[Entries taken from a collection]
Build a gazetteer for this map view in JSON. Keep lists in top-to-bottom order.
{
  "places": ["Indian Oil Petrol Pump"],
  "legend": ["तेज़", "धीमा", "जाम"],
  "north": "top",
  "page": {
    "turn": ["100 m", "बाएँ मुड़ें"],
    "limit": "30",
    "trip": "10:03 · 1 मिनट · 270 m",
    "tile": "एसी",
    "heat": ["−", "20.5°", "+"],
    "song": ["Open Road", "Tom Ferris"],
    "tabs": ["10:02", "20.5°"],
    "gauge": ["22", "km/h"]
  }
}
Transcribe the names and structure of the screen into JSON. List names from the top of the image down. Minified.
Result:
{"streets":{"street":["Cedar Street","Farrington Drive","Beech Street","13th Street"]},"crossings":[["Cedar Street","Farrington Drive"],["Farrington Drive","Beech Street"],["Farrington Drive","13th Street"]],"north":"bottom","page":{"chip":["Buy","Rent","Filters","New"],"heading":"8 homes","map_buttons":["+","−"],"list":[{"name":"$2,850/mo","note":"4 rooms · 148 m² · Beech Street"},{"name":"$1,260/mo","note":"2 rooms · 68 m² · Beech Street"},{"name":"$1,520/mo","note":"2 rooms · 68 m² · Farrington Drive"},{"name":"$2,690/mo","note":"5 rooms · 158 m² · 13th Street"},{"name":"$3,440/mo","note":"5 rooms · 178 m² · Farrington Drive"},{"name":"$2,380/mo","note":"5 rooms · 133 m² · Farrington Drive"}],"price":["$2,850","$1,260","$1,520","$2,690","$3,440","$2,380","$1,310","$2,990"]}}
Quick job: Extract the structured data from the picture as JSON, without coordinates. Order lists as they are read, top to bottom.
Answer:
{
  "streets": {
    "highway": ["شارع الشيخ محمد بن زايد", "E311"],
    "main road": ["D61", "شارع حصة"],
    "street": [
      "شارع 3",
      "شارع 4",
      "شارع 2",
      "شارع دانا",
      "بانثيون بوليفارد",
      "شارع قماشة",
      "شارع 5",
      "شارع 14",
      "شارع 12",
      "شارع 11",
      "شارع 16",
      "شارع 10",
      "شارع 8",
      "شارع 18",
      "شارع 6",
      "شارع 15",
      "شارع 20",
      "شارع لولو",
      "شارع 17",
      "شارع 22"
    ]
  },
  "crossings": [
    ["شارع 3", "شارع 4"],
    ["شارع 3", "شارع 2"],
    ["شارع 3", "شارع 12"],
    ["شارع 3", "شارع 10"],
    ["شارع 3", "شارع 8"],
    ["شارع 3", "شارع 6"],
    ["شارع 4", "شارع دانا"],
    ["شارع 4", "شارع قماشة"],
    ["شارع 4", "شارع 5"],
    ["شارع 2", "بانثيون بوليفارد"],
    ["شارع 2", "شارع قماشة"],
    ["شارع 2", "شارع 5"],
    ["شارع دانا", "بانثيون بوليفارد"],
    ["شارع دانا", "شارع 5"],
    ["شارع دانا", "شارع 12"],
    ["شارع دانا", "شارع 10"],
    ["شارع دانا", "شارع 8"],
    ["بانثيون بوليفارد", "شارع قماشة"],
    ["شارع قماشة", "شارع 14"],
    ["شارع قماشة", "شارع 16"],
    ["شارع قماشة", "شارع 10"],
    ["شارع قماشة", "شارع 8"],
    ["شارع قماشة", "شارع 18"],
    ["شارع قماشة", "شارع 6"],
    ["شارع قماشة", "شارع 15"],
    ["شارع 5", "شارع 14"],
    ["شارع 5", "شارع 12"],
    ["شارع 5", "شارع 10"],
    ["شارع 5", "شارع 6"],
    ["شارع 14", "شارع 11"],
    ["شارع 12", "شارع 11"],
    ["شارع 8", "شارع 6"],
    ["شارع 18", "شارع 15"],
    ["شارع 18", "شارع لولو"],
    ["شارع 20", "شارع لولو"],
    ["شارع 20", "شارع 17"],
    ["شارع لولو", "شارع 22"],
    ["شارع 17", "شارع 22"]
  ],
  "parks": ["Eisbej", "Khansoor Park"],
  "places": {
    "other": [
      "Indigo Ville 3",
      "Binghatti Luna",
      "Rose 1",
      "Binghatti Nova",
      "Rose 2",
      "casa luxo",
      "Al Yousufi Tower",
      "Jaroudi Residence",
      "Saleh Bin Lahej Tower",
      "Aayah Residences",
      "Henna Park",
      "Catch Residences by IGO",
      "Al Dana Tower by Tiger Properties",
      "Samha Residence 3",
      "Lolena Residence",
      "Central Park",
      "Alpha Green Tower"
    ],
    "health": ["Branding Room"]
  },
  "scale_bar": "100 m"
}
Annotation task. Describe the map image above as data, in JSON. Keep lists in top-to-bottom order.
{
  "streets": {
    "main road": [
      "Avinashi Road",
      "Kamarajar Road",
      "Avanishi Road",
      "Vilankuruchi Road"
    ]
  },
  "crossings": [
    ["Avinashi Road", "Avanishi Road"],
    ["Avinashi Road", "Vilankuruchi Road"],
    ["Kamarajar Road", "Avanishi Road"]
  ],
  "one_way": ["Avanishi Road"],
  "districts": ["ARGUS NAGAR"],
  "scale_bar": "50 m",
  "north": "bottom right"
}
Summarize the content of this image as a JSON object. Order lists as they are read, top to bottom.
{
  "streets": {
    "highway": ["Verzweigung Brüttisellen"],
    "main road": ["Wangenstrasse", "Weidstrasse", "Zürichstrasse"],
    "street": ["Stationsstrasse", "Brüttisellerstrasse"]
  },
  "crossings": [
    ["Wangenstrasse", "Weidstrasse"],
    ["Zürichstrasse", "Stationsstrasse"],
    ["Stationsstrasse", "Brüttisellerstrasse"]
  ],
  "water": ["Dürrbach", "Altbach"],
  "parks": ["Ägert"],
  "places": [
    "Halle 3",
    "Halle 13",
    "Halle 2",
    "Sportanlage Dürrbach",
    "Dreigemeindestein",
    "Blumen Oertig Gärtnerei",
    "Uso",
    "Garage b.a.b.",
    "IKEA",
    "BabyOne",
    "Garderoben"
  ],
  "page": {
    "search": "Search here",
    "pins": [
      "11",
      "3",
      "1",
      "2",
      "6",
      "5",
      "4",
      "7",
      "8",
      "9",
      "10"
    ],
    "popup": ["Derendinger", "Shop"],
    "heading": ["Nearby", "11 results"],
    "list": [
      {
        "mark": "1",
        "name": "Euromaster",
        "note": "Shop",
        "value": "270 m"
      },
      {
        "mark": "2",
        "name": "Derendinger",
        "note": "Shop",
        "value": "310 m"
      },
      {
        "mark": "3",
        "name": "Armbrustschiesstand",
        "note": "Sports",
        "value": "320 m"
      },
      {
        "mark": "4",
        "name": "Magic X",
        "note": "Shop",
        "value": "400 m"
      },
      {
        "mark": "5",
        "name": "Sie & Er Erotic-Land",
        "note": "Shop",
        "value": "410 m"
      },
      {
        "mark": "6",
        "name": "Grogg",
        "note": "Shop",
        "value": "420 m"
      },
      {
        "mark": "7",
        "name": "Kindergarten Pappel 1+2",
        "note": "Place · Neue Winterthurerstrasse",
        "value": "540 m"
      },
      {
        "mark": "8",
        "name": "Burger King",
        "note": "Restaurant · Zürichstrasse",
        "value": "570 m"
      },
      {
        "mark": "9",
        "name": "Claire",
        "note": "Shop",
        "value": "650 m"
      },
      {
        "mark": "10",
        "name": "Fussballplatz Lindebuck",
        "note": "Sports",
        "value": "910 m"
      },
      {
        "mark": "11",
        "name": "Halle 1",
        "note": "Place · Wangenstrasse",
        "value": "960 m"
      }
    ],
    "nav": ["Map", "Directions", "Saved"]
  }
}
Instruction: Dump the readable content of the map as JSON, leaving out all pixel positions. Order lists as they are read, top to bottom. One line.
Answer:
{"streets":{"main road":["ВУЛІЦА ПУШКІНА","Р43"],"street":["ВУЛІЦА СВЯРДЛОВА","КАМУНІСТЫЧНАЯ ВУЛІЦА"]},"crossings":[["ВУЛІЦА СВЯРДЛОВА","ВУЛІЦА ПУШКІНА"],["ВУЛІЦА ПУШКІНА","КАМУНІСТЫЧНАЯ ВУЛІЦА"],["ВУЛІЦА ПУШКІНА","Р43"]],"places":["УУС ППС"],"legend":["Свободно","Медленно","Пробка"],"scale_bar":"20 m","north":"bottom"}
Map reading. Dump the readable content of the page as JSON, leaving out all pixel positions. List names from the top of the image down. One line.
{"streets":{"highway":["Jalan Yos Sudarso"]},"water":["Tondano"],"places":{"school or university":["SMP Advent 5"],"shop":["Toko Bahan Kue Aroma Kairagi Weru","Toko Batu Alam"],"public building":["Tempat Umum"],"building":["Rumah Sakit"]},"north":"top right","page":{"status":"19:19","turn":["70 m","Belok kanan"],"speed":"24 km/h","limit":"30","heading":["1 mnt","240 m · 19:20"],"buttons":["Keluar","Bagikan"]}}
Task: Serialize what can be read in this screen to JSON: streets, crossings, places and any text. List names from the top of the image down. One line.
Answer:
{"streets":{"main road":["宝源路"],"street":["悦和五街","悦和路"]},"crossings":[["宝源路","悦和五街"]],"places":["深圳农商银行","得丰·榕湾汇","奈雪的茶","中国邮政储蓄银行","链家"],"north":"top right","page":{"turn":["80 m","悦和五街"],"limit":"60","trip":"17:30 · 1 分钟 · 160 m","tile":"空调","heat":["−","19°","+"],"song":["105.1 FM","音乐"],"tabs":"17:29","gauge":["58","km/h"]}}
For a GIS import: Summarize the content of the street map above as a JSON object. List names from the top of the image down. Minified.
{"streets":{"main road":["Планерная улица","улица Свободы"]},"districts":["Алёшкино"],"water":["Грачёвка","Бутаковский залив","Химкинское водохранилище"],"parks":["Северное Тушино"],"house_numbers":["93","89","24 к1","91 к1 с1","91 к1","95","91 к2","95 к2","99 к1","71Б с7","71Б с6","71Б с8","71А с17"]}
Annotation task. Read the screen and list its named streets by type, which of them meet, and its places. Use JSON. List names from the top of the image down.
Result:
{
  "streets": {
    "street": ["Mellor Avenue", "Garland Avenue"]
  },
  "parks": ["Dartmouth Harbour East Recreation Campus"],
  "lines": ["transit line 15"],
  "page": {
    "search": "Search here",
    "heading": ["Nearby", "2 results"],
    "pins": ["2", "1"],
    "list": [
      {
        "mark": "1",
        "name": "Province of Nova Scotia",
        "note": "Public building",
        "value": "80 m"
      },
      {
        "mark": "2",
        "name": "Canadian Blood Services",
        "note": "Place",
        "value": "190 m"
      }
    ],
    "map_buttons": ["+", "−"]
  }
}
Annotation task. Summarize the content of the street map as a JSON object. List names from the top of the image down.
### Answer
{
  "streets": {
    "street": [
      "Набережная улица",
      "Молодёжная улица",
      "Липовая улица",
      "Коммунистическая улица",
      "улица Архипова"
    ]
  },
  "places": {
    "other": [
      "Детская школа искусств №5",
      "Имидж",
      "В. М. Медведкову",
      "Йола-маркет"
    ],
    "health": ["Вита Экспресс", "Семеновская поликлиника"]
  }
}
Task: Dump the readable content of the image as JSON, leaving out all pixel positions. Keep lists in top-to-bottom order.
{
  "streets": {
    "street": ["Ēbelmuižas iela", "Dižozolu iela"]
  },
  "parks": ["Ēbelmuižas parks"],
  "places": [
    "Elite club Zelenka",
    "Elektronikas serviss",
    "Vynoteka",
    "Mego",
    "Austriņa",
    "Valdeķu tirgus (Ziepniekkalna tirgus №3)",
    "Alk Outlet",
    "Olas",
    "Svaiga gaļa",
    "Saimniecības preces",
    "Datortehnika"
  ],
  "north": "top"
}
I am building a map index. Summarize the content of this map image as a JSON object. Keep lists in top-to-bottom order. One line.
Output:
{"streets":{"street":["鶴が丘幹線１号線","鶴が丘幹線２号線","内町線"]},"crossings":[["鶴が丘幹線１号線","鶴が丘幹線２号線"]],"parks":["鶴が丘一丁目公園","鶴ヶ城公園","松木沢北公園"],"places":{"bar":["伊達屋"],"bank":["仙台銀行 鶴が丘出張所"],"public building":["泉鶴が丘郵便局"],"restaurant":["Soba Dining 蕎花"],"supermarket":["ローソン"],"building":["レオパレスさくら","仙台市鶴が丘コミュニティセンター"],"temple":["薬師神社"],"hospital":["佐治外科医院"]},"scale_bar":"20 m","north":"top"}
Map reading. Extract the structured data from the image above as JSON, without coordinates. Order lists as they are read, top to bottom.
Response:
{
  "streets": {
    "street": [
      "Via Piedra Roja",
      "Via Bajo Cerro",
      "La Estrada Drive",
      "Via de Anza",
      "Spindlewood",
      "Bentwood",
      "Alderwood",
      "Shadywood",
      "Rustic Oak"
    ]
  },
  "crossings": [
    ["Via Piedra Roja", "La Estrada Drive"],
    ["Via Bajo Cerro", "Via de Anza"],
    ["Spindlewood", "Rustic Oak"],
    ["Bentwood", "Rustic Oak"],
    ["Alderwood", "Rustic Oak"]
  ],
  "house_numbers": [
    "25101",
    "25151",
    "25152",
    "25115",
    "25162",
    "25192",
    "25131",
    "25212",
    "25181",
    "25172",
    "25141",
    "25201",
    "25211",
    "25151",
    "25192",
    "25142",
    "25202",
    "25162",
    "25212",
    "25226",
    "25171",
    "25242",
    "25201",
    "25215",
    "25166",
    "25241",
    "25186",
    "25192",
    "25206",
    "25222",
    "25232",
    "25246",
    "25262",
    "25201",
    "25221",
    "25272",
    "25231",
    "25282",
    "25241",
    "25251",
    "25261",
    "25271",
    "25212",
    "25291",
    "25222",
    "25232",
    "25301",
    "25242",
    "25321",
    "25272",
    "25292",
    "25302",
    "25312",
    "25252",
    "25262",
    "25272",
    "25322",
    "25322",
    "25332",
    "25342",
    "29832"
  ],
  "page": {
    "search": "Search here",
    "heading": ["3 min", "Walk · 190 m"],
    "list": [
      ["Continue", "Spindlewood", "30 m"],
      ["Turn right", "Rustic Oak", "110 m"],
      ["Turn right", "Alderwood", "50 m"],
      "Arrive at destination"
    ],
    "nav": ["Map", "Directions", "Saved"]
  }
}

PROBLEM DETAILS -
Where does the string "Stationsstrasse" appear in the records? Copy every line that holds it.

ANSWER BELOW -
    "street": ["Stationsstrasse", "Brüttisellerstrasse"]
    ["Zürichstrasse", "Stationsstrasse"],
    ["Stationsstrasse", "Brüttisellerstrasse"]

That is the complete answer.